═══ PROVIDED INFORMATION

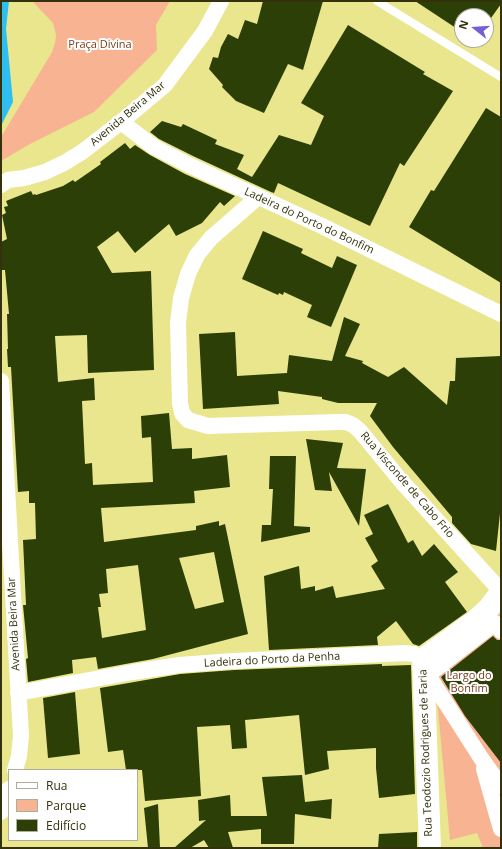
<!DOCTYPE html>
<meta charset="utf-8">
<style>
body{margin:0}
#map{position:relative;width:502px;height:849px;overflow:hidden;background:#e9e68e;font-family:"Open Sans",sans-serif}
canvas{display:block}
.frame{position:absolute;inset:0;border:2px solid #34320d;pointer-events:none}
.legend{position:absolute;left:8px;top:769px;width:130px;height:72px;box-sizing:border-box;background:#fff;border:1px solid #aead9e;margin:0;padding:5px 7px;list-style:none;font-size:12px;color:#34320d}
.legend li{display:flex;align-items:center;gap:8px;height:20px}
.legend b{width:20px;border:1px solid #aead9e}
.north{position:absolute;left:454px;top:8px;width:40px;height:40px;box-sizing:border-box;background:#fff;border:1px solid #aead9e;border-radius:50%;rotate:287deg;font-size:11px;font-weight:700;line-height:16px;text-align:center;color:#34320d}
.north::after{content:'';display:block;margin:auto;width:14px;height:18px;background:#735fd9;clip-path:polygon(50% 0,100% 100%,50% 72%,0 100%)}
</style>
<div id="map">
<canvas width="502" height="849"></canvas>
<div class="frame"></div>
<ul class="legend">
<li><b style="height:5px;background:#fff"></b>Rua</li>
<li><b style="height:11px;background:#f8b492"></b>Parque</li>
<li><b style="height:11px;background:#2c3f07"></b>Edifício</li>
</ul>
<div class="north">N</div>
</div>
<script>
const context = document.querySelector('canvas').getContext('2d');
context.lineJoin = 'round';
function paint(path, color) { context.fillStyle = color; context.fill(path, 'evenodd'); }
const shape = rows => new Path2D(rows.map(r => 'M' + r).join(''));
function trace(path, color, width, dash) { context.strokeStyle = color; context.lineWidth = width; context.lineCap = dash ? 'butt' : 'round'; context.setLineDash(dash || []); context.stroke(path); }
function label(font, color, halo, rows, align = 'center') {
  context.font = font + ' "Open Sans",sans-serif'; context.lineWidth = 4; context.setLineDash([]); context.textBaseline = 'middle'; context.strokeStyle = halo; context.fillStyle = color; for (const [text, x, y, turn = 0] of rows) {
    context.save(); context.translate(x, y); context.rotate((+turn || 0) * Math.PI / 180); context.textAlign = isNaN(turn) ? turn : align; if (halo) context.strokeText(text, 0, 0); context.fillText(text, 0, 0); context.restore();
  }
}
const green = shape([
 [32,1,170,1,156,25,157,50,94,112,30,144,1,161,1,137,52,52,55,43,56,35,53,23],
 [501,613,501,848,483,848,477,833,450,840,434,666]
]);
const water = shape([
 [1,1,9,1,6,29,13,102,1,126]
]);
const building = shape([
 [263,1,323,1,303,70,288,64,264,113,236,101,222,87,223,85,209,69,213,57,218,58,221,47,228,34,238,39,245,20,257,24],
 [415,1,501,1,501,4,486,25,486,16,462,16,462,32],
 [348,25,425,72,423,74,453,91,404,166,400,163,370,226,278,183,274,193,271,192,193,156,159,139,150,132,162,121,181,127,183,124,217,140,215,144,244,155,237,169,252,177,279,135,311,145,324,116,301,103],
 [486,108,501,117,501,283,409,227,431,190,434,191],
 [125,143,130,149,135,145,150,155,185,174,235,196,224,206,220,202,202,223,176,236,169,224,135,253,118,231,97,247,112,273,151,271,154,370,88,373,87,335,55,336,58,382,94,378,95,400,82,401,85,464,92,463,93,485,153,482,151,437,142,438,141,416,169,413,172,449,192,448,192,459,227,455,230,487,194,491,195,503,101,508,104,542,196,530,196,526,219,521,219,526,225,524,248,634,153,659,98,669,96,657,72,660,73,673,28,682,26,659,28,658,23,605,26,605,23,540,36,539,35,503,29,503,29,491,18,492,11,367,8,367,7,349,8,349,7,314,9,314,5,270,1,270,1,242,7,239,2,215,6,213,4,207,8,206,6,201,31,191,33,195,35,194,36,195,63,186,73,180,75,182,101,164,100,162],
 [214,552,224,602,195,609,179,558],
 [138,565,146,630,102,638,98,607,101,607,99,594,108,593,106,569],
 [263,231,303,249,301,253,332,268,337,256,357,265,331,327,307,317,312,305,284,292,283,295,279,293,278,295,242,279],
 [344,317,360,324,345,356,363,361,362,363,388,377,404,367,447,405,450,381,455,381,456,358,501,356,501,504,496,551,471,544,452,523,452,517,393,447,370,416,377,403,338,403,322,399,322,397,278,391,279,404,203,409,199,334,235,332,237,376,287,373,289,355,332,361],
 [306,439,343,443,337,468,366,469,359,526,329,472,332,491,315,490],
 [270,456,296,456,294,526,310,527,310,532,261,542,262,525,271,525,273,489,269,489],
 [388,504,408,543,413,540,422,556,434,544,458,572,445,582,467,612,419,646,413,644,396,621,377,637,378,645,269,650,264,576,299,566,301,589,315,586,315,591,333,586,336,598,385,589,371,566,378,561,365,538,373,534,364,515],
 [493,636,497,640,501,640,501,763,465,716,441,677],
 [382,664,382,666,411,665,415,794,379,798,376,768,376,748,327,751,329,769,305,775,299,715,245,720,247,748,232,749,230,725,197,727,201,796,145,801,142,770,126,770,123,750,108,752,100,688,180,674,234,670],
 [75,692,80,754,48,758,43,698],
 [302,775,305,802,332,799,331,819,295,814,294,844,261,844,261,829,228,832,233,848,209,848,204,840,190,848,174,848,206,820,199,821,198,800,230,795,231,816,267,816,262,777],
 [158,804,160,848,148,848,144,808],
 [417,832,417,848,378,848,379,834]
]);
const lane = shape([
 [377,1,501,77]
]);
const street = shape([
 [121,122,154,147,189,165,322,226,501,314],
 [1,185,8,180,24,178,45,172,64,163,82,152,121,122,165,85,205,31,221,1],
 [258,197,211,238,197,255,188,274,181,298,178,323,180,403,182,413,188,420,208,426,337,422,346,422,353,425,360,431,402,482,501,591],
 [1,381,21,736,19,756,15,770],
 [501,631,495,623,428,675,481,758,501,786],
 [18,693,133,672,179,665,233,661,405,653,414,654,423,659],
 [484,769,501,829],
 [1,812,9,789]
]);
const secondary = shape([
 [430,848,423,659,475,621,489,608,501,592]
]);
const parkNames = [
 ["Praça Divina",100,45],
 ["Largo do",469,676],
 ["Bonfim",469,689]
];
const streetNames = [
 ["Avenida Beira Mar",128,114,-40],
 ["Ladeira do Porto do Bonfim",309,221,25],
 ["Rua Visconde de Cabo Frio",407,485,49],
 ["Avenida Beira Mar",14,624,-93],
 ["Ladeira do Porto da Penha",272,660,-3],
 ["Rua Teodozio Rodrigues de Faria",426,753,-92]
];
paint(green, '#f8b492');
paint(water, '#2ebef0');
paint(building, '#2c3f07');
trace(lane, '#fff', 8);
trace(street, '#fff', 16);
trace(secondary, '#fff', 22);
label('11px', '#7b3c1a', '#fff', parkNames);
label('11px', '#34320d', '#fff', streetNames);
</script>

══════

### WORK TASK
Each line from the first line of the records through the line containing "const shape = rows" must be reproduced exactly, with both ends included and all pictures omitted; nothing else belongs in the answer.

### YOUR RESPONSE
<!DOCTYPE html>
<meta charset="utf-8">
<style>
body{margin:0}
#map{position:relative;width:502px;height:849px;overflow:hidden;background:#e9e68e;font-family:"Open Sans",sans-serif}
canvas{display:block}
.frame{position:absolute;inset:0;border:2px solid #34320d;pointer-events:none}
.legend{position:absolute;left:8px;top:769px;width:130px;height:72px;box-sizing:border-box;background:#fff;border:1px solid #aead9e;margin:0;padding:5px 7px;list-style:none;font-size:12px;color:#34320d}
.legend li{display:flex;align-items:center;gap:8px;height:20px}
.legend b{width:20px;border:1px solid #aead9e}
.north{position:absolute;left:454px;top:8px;width:40px;height:40px;box-sizing:border-box;background:#fff;border:1px solid #aead9e;border-radius:50%;rotate:287deg;font-size:11px;font-weight:700;line-height:16px;text-align:center;color:#34320d}
.north::after{content:'';display:block;margin:auto;width:14px;height:18px;background:#735fd9;clip-path:polygon(50% 0,100% 100%,50% 72%,0 100%)}
</style>
<div id="map">
<canvas width="502" height="849"></canvas>
<div class="frame"></div>
<ul class="legend">
<li><b style="height:5px;background:#fff"></b>Rua</li>
<li><b style="height:11px;background:#f8b492"></b>Parque</li>
<li><b style="height:11px;background:#2c3f07"></b>Edifício</li>
</ul>
<div class="north">N</div>
</div>
<script>
const context = document.querySelector('canvas').getContext('2d');
context.lineJoin = 'round';
function paint(path, color) { context.fillStyle = color; context.fill(path, 'evenodd'); }
const shape = rows => new Path2D(rows.map(r => 'M' + r).join(''));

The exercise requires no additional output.